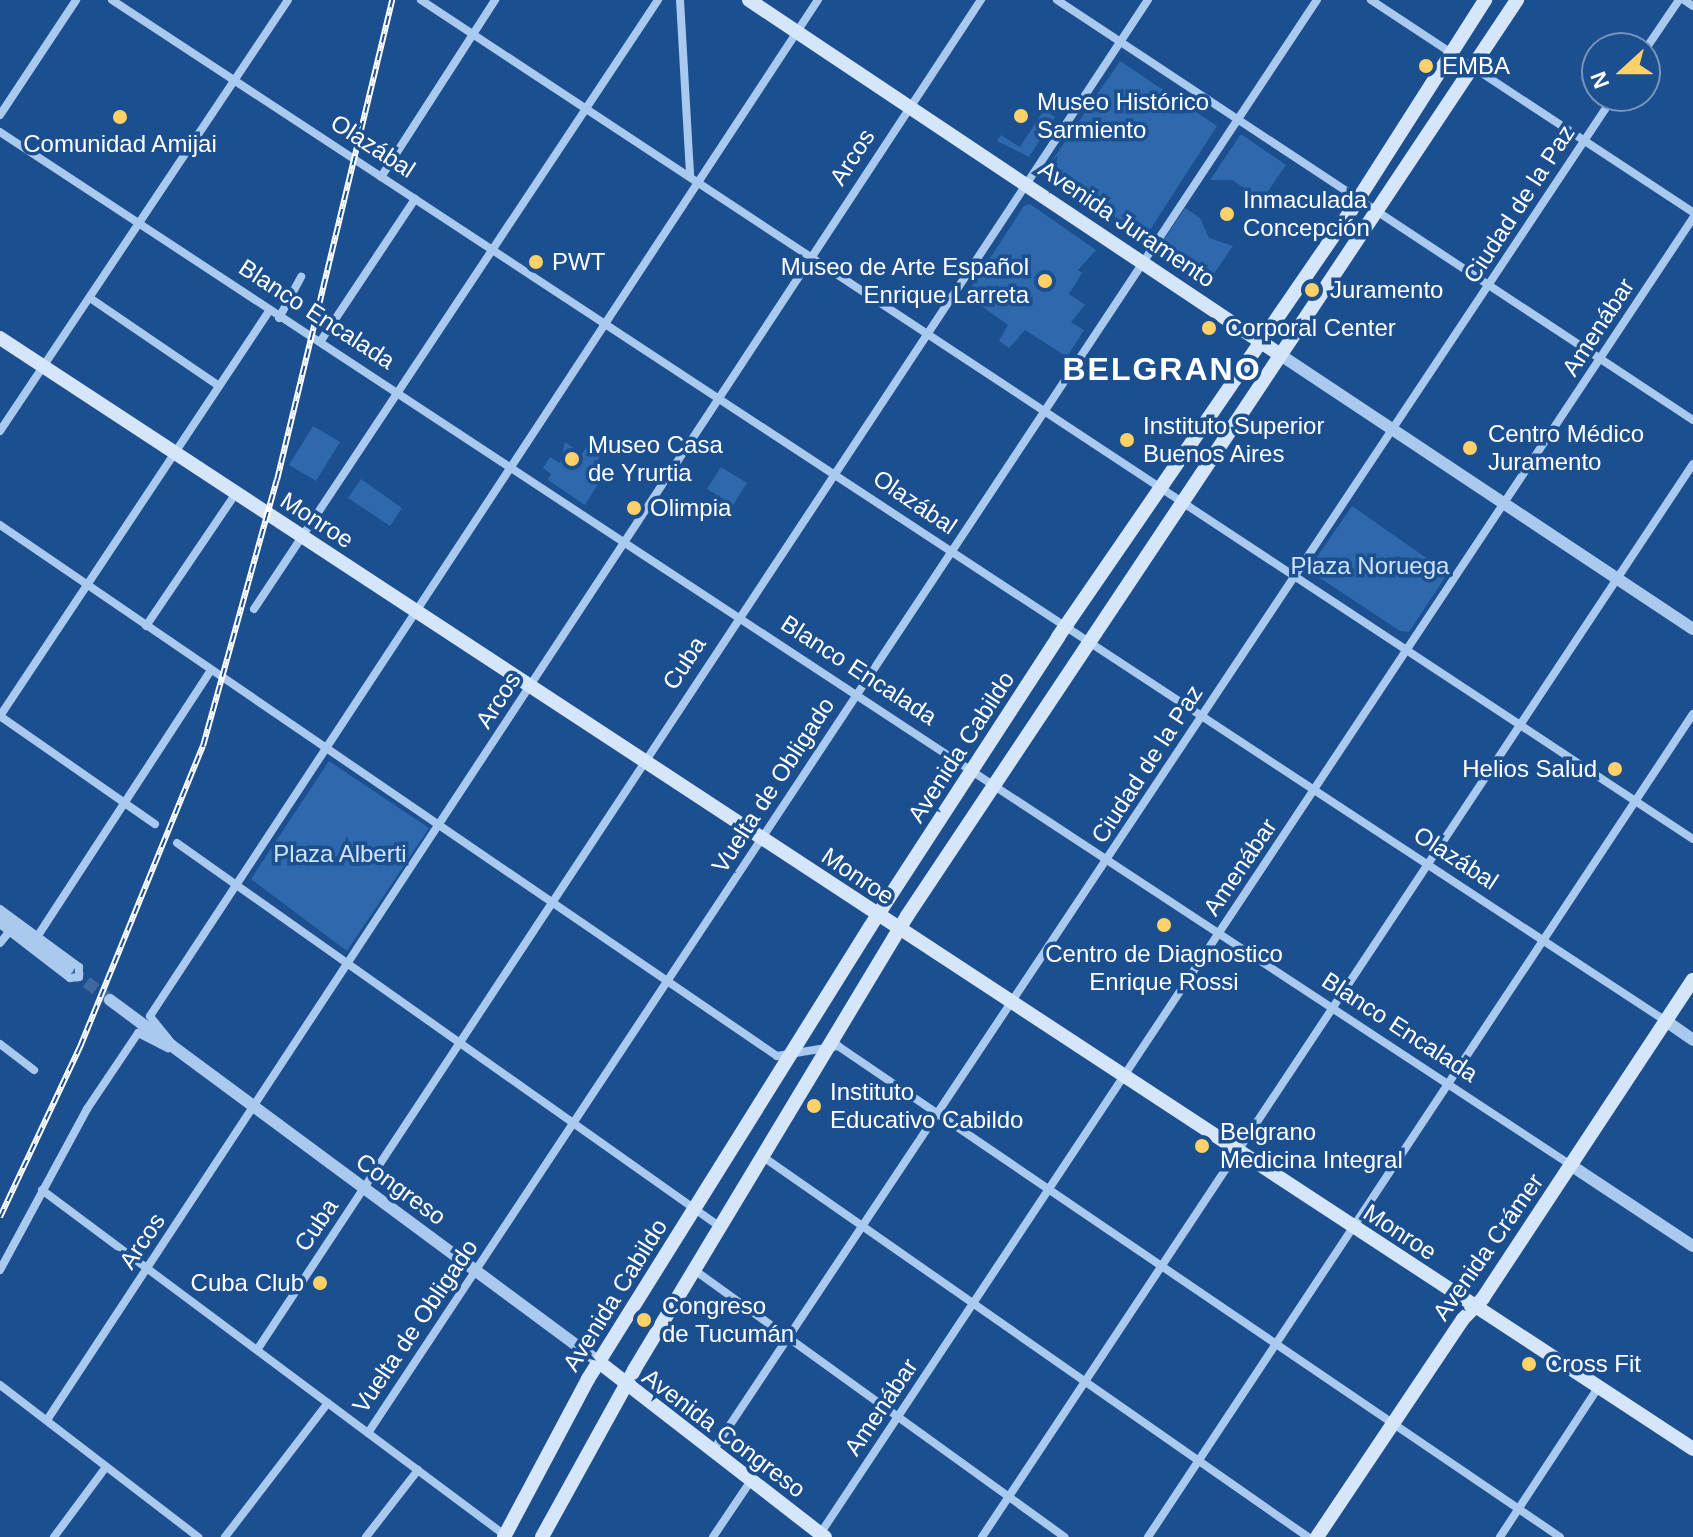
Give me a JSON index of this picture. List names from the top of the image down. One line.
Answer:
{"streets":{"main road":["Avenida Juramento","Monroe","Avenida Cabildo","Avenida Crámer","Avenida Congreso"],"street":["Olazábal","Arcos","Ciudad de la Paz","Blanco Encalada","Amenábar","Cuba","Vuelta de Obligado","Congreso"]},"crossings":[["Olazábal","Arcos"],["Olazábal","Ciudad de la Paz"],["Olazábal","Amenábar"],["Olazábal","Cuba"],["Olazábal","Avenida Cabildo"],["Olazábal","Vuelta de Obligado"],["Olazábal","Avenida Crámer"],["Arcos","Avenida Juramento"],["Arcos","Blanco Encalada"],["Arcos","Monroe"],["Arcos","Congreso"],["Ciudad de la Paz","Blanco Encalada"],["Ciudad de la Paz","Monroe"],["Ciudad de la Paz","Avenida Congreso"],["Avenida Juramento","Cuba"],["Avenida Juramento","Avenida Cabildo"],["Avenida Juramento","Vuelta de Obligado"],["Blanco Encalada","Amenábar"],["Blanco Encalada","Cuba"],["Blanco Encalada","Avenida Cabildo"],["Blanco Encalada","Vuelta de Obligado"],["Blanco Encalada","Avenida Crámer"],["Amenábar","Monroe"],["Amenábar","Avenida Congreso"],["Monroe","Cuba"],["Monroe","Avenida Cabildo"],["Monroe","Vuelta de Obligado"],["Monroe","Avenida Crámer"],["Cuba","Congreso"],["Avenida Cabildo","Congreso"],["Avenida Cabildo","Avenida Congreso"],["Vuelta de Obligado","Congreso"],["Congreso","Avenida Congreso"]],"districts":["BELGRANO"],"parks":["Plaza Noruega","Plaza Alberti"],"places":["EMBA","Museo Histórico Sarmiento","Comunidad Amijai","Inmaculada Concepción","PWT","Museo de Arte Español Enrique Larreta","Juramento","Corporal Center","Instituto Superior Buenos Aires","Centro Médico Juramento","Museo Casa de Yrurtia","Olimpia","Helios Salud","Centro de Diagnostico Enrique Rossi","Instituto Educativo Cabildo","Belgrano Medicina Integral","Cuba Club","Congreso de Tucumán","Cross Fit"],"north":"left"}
==
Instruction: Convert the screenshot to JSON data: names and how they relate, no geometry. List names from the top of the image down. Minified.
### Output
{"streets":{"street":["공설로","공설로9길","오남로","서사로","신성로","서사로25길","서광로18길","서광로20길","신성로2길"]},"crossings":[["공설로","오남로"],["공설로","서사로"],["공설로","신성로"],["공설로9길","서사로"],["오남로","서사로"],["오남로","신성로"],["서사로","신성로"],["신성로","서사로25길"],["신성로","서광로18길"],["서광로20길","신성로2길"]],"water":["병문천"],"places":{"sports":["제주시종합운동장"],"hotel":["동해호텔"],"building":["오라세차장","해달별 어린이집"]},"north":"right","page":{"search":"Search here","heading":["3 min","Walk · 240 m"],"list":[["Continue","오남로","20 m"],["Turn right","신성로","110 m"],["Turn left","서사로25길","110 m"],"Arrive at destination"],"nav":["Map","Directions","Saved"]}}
...
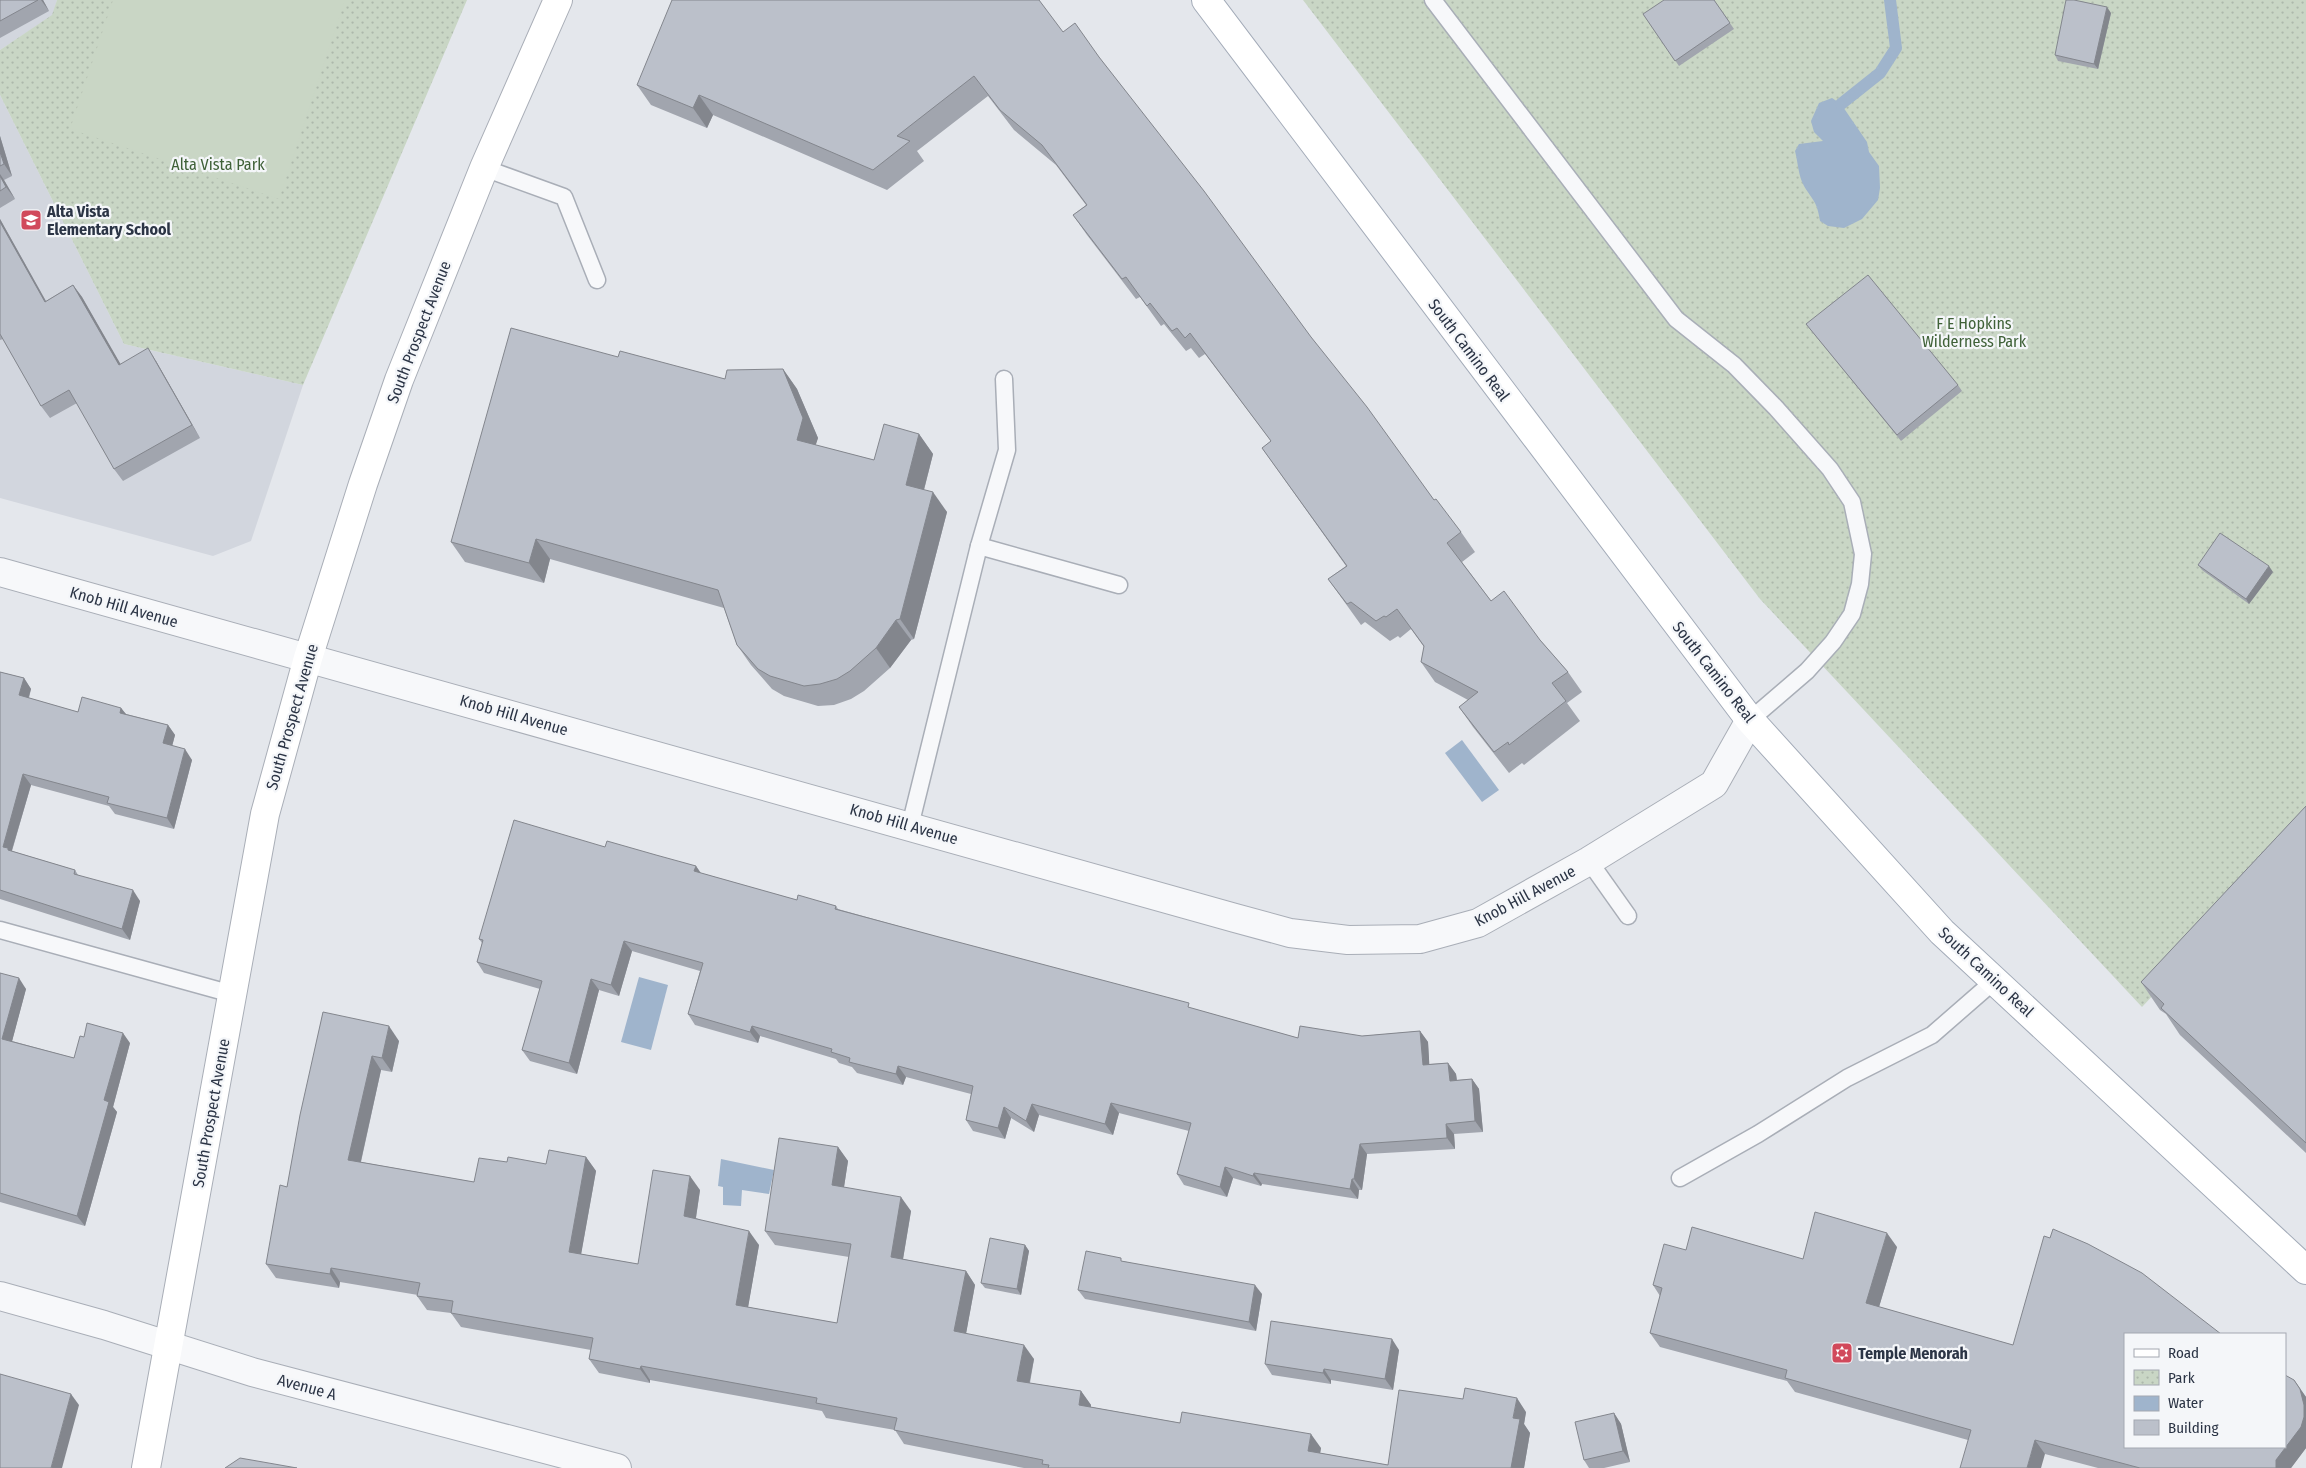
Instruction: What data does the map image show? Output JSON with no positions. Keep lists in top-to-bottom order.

▶ ACTIVITY
Working from the listing, state how many lines include "image". The reply must be that number alone.

▶ EXERCISE RESPONSE
3